[Dataset excerpts]
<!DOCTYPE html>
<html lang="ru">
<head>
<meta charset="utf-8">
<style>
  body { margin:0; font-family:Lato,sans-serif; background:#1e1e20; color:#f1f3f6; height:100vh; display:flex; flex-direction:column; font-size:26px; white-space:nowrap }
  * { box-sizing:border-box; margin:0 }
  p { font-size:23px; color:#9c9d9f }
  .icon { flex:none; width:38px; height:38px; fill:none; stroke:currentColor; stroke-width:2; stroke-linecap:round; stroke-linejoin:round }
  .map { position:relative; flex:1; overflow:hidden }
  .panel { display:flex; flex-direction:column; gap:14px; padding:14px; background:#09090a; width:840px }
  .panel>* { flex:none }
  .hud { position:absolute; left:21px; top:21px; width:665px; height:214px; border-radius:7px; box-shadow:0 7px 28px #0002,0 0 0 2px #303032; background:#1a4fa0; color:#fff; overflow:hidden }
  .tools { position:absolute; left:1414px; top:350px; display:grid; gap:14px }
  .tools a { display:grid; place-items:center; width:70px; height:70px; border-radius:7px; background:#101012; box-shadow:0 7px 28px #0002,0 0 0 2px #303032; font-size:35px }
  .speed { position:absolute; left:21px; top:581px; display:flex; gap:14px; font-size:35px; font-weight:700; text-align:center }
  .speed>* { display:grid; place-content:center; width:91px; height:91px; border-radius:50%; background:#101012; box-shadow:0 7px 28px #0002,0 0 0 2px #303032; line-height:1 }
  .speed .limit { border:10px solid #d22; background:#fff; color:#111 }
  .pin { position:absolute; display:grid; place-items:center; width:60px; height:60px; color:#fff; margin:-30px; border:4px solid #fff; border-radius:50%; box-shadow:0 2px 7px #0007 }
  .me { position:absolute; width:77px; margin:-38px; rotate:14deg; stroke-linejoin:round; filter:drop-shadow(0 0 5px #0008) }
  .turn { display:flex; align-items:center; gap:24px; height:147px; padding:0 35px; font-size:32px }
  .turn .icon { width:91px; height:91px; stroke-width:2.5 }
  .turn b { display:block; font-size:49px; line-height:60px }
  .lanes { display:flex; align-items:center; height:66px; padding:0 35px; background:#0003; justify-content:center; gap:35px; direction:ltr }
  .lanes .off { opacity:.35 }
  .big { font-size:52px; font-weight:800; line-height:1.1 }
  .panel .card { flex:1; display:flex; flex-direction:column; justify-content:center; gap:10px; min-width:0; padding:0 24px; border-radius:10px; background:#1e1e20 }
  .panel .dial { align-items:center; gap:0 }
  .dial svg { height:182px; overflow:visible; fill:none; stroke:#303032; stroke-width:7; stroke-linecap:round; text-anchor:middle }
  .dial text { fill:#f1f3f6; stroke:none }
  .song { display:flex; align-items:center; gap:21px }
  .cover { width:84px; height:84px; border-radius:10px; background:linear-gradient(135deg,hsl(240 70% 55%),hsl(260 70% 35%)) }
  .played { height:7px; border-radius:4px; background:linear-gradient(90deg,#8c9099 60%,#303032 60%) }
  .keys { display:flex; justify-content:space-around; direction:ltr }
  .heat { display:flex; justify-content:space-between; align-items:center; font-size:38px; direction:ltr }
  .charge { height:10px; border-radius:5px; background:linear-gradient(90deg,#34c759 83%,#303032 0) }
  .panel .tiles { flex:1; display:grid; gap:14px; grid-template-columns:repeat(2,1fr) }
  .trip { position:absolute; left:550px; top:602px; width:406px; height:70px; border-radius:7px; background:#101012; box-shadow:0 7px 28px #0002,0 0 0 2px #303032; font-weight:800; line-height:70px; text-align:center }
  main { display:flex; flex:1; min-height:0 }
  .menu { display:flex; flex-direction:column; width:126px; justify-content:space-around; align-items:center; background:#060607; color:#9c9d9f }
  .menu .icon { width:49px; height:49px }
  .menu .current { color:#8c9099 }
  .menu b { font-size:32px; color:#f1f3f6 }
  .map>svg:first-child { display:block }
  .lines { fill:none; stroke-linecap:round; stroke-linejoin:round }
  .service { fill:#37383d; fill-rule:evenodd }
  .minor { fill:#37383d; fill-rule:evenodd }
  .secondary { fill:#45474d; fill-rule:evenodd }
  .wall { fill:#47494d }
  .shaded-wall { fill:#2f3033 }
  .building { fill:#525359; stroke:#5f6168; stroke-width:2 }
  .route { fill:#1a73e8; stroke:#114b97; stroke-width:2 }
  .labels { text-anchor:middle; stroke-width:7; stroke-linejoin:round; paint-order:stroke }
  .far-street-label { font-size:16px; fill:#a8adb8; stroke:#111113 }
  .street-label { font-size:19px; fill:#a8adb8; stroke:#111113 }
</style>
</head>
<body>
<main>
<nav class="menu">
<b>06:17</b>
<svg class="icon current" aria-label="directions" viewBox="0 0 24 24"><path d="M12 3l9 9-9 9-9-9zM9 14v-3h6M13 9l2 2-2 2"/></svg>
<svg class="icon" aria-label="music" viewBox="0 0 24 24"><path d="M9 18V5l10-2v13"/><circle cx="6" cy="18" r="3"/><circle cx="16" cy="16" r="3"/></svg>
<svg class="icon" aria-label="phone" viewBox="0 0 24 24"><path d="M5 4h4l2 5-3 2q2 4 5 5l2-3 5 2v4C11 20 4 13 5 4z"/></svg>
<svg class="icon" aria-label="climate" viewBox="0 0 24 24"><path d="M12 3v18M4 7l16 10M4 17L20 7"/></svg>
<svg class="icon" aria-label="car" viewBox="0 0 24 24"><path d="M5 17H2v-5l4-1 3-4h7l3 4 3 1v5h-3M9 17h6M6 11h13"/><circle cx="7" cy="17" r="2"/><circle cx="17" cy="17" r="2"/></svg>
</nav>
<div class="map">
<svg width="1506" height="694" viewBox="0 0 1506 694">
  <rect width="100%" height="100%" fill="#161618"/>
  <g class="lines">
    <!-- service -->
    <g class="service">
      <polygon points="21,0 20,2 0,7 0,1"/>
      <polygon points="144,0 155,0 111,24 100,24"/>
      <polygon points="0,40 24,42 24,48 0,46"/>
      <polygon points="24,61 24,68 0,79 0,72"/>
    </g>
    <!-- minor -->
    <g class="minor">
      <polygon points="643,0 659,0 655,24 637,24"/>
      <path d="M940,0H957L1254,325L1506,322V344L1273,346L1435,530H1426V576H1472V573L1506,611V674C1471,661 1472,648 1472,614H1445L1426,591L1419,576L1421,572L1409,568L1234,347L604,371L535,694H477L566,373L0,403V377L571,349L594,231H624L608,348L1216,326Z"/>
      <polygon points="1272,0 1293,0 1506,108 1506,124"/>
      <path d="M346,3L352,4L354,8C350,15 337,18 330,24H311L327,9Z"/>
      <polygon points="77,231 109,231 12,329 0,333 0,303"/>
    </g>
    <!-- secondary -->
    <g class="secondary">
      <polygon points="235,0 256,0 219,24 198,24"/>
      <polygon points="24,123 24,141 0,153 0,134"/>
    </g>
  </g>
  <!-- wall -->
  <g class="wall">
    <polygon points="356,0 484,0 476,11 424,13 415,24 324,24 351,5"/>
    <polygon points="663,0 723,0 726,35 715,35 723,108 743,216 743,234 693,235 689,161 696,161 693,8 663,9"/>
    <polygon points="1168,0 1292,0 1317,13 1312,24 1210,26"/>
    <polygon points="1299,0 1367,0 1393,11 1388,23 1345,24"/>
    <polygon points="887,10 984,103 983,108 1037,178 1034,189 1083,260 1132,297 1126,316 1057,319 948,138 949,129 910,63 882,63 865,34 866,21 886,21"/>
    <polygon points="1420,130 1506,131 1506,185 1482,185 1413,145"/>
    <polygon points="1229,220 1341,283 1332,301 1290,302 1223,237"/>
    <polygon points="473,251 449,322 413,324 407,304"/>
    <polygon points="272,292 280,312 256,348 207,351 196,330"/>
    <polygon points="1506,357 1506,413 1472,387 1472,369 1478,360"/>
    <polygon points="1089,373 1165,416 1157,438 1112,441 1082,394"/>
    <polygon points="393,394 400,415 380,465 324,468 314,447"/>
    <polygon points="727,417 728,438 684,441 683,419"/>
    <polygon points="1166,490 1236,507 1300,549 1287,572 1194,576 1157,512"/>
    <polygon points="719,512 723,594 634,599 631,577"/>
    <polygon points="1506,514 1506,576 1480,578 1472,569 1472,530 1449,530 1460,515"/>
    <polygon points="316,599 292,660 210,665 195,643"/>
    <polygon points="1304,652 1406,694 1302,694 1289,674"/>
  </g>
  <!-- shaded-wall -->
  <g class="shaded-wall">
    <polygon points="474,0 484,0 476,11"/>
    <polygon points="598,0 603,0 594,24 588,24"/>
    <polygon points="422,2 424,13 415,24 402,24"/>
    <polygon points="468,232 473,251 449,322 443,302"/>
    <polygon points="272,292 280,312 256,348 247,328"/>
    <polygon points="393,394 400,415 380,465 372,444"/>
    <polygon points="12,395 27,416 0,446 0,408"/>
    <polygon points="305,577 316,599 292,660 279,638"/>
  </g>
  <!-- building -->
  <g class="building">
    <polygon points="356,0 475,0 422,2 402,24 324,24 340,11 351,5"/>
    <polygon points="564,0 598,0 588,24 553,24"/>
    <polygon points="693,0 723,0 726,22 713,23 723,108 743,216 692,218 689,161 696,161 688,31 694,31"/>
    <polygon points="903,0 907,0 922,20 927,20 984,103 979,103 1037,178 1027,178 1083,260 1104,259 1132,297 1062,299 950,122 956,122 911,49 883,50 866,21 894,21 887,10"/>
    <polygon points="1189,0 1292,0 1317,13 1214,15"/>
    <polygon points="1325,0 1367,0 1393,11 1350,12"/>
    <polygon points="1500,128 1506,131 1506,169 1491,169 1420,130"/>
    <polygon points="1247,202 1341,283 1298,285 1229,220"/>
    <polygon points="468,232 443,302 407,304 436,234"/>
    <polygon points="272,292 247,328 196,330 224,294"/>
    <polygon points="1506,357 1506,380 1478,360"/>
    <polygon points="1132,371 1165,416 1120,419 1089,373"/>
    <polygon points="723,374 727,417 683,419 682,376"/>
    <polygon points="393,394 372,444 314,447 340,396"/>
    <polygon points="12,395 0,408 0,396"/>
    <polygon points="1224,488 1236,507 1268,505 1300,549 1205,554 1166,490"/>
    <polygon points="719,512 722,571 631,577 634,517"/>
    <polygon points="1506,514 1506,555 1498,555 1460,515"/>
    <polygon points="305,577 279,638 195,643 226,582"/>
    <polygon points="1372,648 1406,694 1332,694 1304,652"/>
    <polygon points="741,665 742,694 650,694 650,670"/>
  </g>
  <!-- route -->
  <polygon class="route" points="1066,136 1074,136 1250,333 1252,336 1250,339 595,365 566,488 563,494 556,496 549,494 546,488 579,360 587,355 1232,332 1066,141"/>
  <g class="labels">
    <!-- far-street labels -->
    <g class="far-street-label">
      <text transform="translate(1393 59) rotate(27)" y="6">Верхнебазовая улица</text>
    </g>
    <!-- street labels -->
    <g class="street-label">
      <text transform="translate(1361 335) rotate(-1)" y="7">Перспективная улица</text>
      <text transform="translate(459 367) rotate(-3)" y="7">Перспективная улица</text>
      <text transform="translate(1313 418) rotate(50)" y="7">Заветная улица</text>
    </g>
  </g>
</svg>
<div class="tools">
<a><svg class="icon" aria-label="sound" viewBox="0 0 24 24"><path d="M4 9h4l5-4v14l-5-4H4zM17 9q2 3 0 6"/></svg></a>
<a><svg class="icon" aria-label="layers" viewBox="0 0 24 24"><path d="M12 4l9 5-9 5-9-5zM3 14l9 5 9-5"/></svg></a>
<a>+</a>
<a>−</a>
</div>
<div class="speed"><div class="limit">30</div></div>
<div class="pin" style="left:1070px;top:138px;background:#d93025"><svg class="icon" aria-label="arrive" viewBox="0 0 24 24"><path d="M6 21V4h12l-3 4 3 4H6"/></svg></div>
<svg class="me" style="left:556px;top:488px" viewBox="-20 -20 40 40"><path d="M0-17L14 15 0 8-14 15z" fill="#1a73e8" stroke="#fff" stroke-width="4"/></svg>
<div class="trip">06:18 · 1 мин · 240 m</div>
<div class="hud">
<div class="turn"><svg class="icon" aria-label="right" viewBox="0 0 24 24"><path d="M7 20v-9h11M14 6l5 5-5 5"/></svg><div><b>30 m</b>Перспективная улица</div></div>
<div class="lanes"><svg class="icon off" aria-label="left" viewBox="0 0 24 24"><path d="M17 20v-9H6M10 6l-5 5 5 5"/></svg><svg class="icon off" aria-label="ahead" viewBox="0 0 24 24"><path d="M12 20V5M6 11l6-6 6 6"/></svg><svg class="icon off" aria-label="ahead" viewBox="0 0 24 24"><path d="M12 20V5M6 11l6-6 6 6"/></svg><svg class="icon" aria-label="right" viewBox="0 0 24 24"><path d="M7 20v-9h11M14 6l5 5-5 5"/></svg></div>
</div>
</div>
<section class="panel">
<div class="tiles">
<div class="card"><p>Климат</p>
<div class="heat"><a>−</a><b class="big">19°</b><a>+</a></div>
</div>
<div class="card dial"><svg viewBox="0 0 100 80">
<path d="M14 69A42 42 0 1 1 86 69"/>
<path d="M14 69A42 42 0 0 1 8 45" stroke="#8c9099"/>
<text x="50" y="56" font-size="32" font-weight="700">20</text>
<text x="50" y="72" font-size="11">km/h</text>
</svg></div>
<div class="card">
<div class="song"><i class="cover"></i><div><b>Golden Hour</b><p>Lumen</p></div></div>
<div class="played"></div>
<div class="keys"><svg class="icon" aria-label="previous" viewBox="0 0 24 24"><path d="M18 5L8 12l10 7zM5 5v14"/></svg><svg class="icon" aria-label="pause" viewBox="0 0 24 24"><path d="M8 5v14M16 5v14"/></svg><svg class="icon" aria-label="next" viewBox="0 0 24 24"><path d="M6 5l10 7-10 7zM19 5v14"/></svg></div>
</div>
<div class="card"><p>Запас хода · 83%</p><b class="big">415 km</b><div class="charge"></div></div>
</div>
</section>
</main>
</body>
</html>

Task item: Repeat verbatim the opening run of entries, ending with the line that contains "position:absolute; width:77px; margin:-38px;".

Response area:
<!DOCTYPE html>
<html lang="ru">
<head>
<meta charset="utf-8">
<style>
  body { margin:0; font-family:Lato,sans-serif; background:#1e1e20; color:#f1f3f6; height:100vh; display:flex; flex-direction:column; font-size:26px; white-space:nowrap }
  * { box-sizing:border-box; margin:0 }
  p { font-size:23px; color:#9c9d9f }
  .icon { flex:none; width:38px; height:38px; fill:none; stroke:currentColor; stroke-width:2; stroke-linecap:round; stroke-linejoin:round }
  .map { position:relative; flex:1; overflow:hidden }
  .panel { display:flex; flex-direction:column; gap:14px; padding:14px; background:#09090a; width:840px }
  .panel>* { flex:none }
  .hud { position:absolute; left:21px; top:21px; width:665px; height:214px; border-radius:7px; box-shadow:0 7px 28px #0002,0 0 0 2px #303032; background:#1a4fa0; color:#fff; overflow:hidden }
  .tools { position:absolute; left:1414px; top:350px; display:grid; gap:14px }
  .tools a { display:grid; place-items:center; width:70px; height:70px; border-radius:7px; background:#101012; box-shadow:0 7px 28px #0002,0 0 0 2px #303032; font-size:35px }
  .speed { position:absolute; left:21px; top:581px; display:flex; gap:14px; font-size:35px; font-weight:700; text-align:center }
  .speed>* { display:grid; place-content:center; width:91px; height:91px; border-radius:50%; background:#101012; box-shadow:0 7px 28px #0002,0 0 0 2px #303032; line-height:1 }
  .speed .limit { border:10px solid #d22; background:#fff; color:#111 }
  .pin { position:absolute; display:grid; place-items:center; width:60px; height:60px; color:#fff; margin:-30px; border:4px solid #fff; border-radius:50%; box-shadow:0 2px 7px #0007 }
  .me { position:absolute; width:77px; margin:-38px; rotate:14deg; stroke-linejoin:round; filter:drop-shadow(0 0 5px #0008) }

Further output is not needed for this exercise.